Layman's comparison on Qwen3.6 35b-a3b and Gemma4 26b-a4b-it

[-]

Kahvana@reddit

I found both to be very solid models, for different purposes.

Qwen3.5/3.6 is solid for programming and tool calling, gemma is beat for conversation/roleplay and translation. OCR is a toss up between the two. Gemma reasons less, which is nice for quick tasks.

[-]

Vinserello@reddit

Qwen3.5 on autogen is more incapable than Qwen2.5 on tool calling for me

[-]

Kahvana@reddit

Then you’re doing something very wrong.

[-]

OCR is far superior on Gemma, especially on multi languages. Qwen often end up in a loop if there are certain south east asian language appear together at the same time.
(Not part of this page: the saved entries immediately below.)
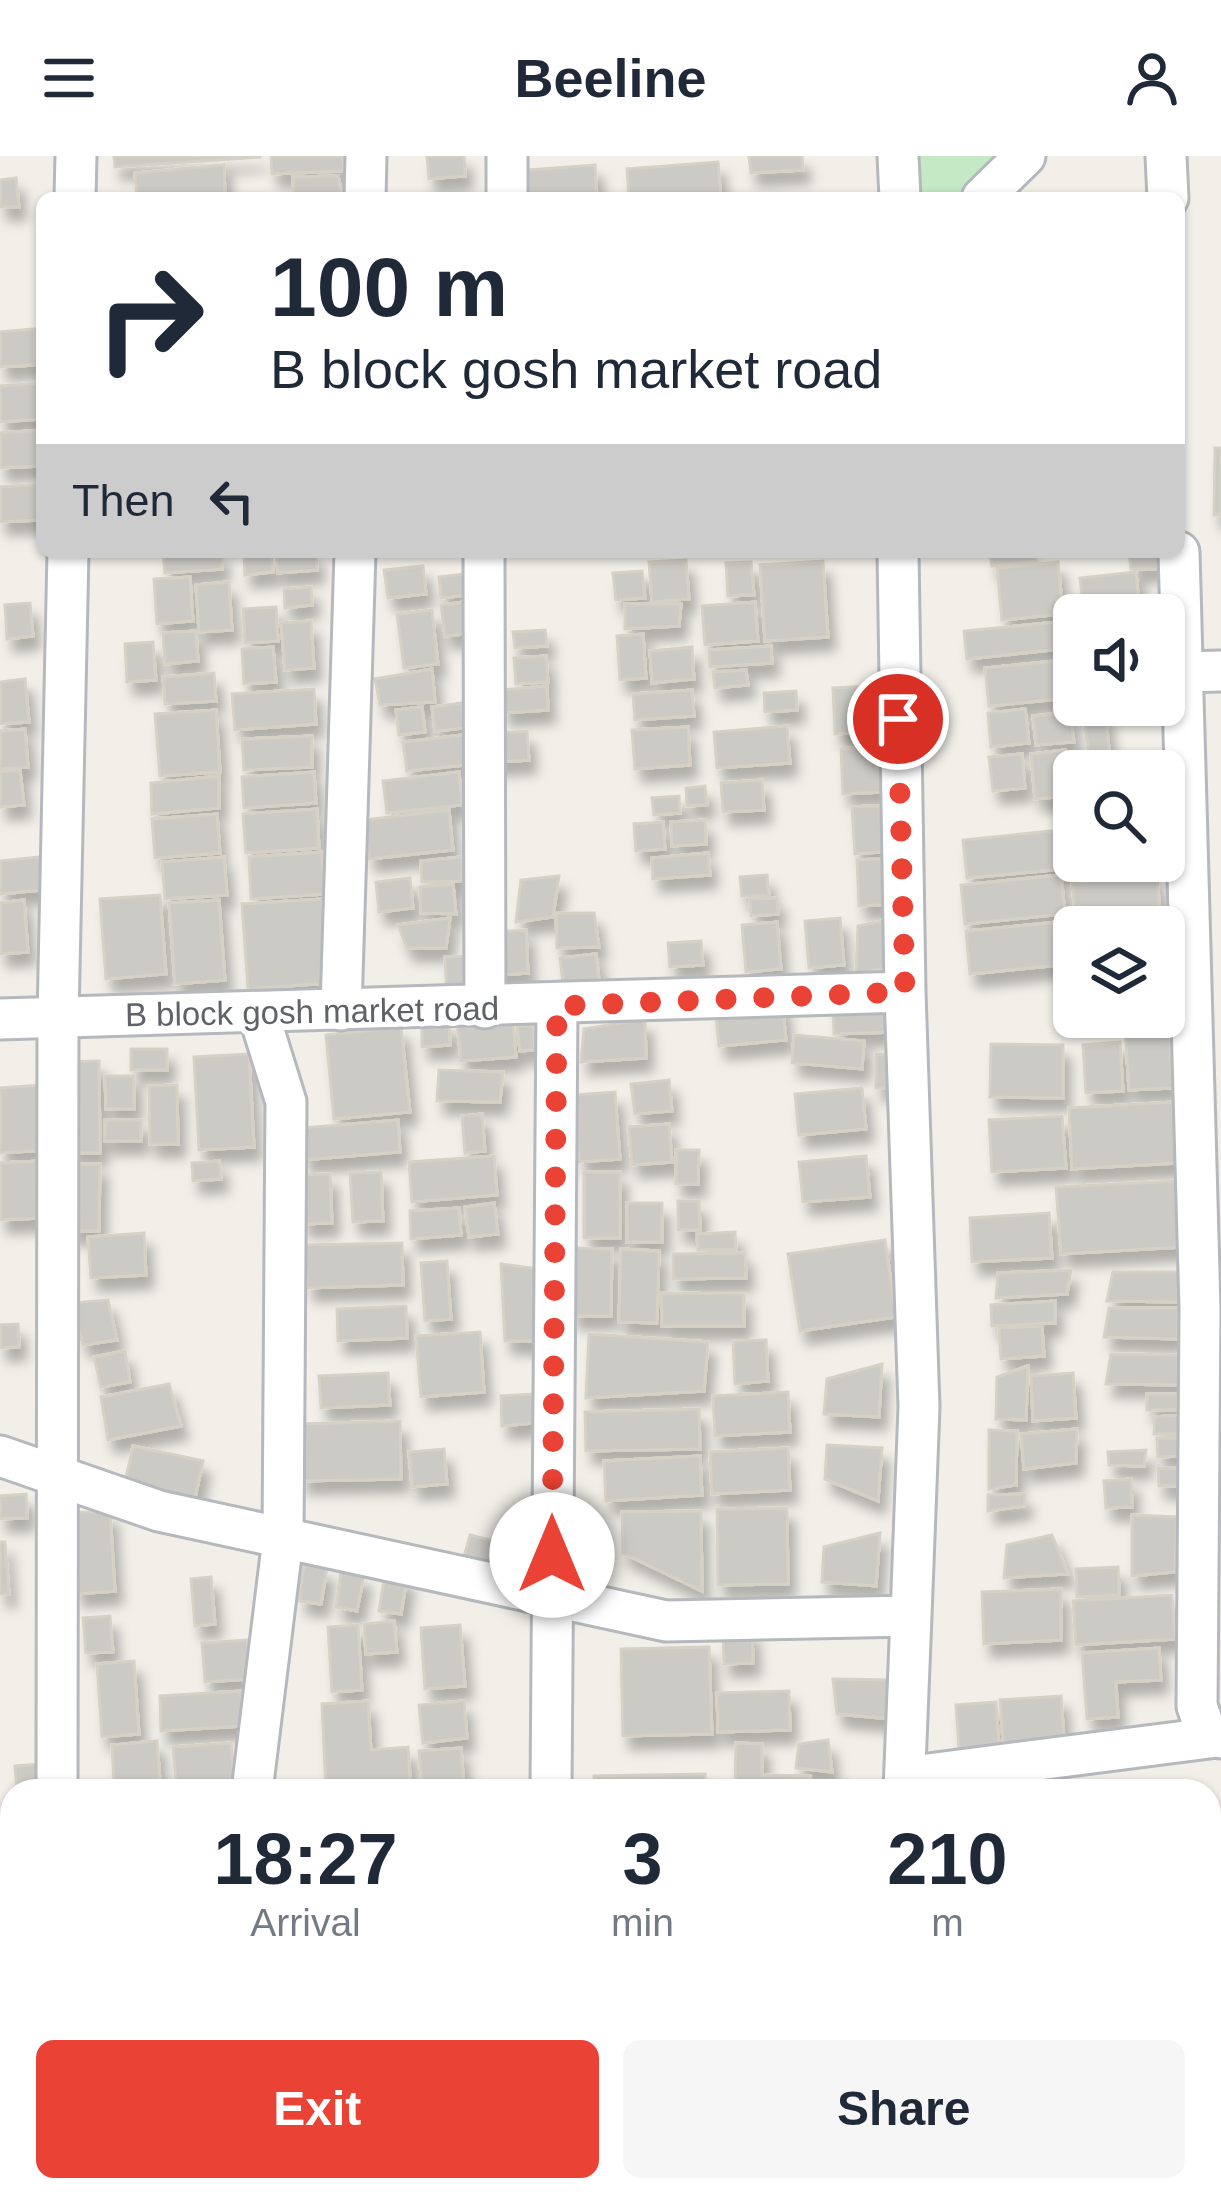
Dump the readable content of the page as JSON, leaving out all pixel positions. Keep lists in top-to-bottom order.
{
  "streets": {
    "street": ["B block gosh market road"]
  },
  "page": {
    "header": "Beeline",
    "turn": ["100 m", "B block gosh market road"],
    "then": "Then",
    "eta": [
      "18:27",
      "Arrival",
      "3",
      "min",
      "210",
      "m"
    ],
    "buttons": ["Exit", "Share"]
  }
}
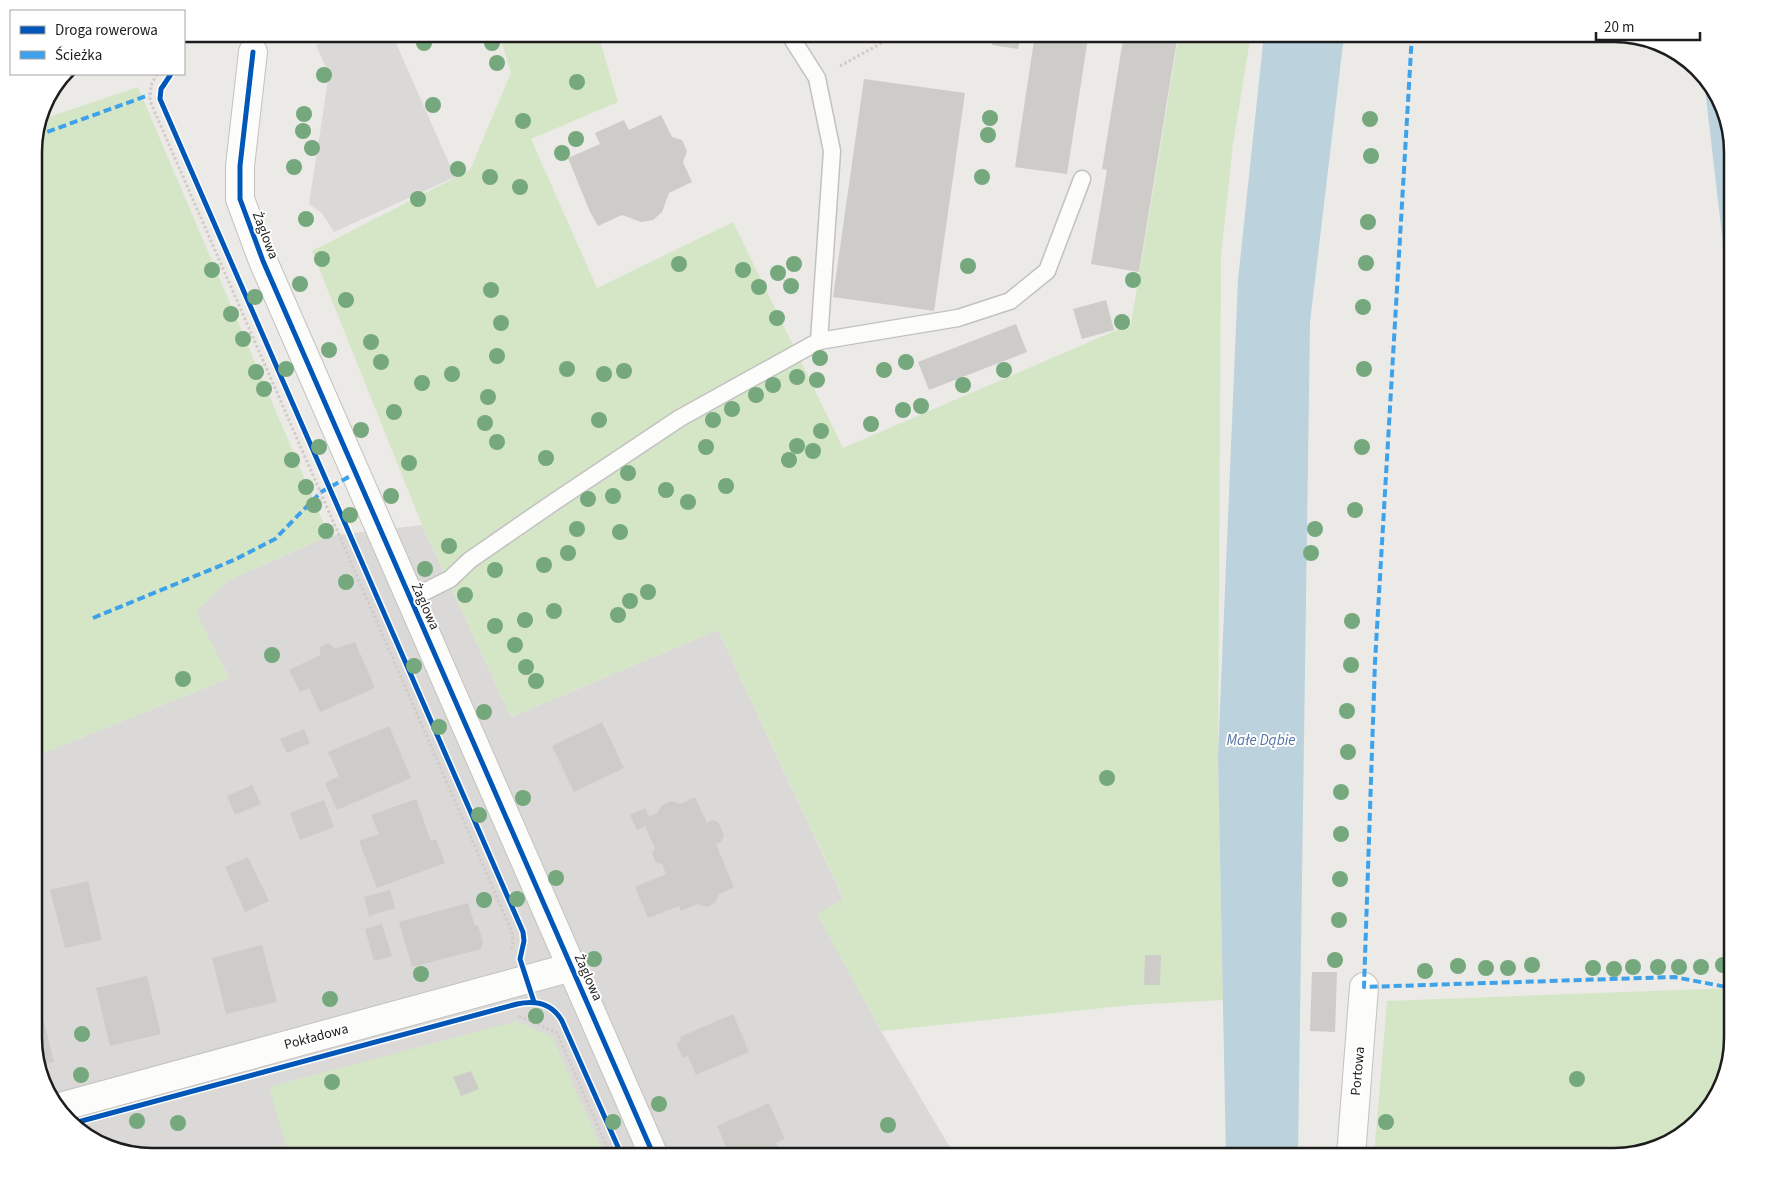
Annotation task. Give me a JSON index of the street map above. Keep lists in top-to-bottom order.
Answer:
{
  "streets": {
    "street": ["Żaglowa", "Pokładowa", "Portowa"]
  },
  "crossings": [
    ["Żaglowa", "Pokładowa"]
  ],
  "water": ["Małe Dąbie"],
  "legend": ["Droga rowerowa", "Ścieżka"],
  "scale_bar": "20 m"
}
It's been a problem since Qwen 3 VL. Gemma also gives MUCH more accurate text in a semi complex images.

[-]

onephn@reddit

Speaking of OCR, I'm trying to vibe code a utility that would scan PDFs and make whatever modifications are necessary for wcag compliance and the like, which models would you recommend for the actual ocr process and alt text generation?

[-]

SoftConsistent8857@reddit

for ocr on pdfs ive been using reseek and its honestly been solid for pulling text out of scanned docs and images. the ai tagging is pretty handy too for keeping stuff organized without manual work.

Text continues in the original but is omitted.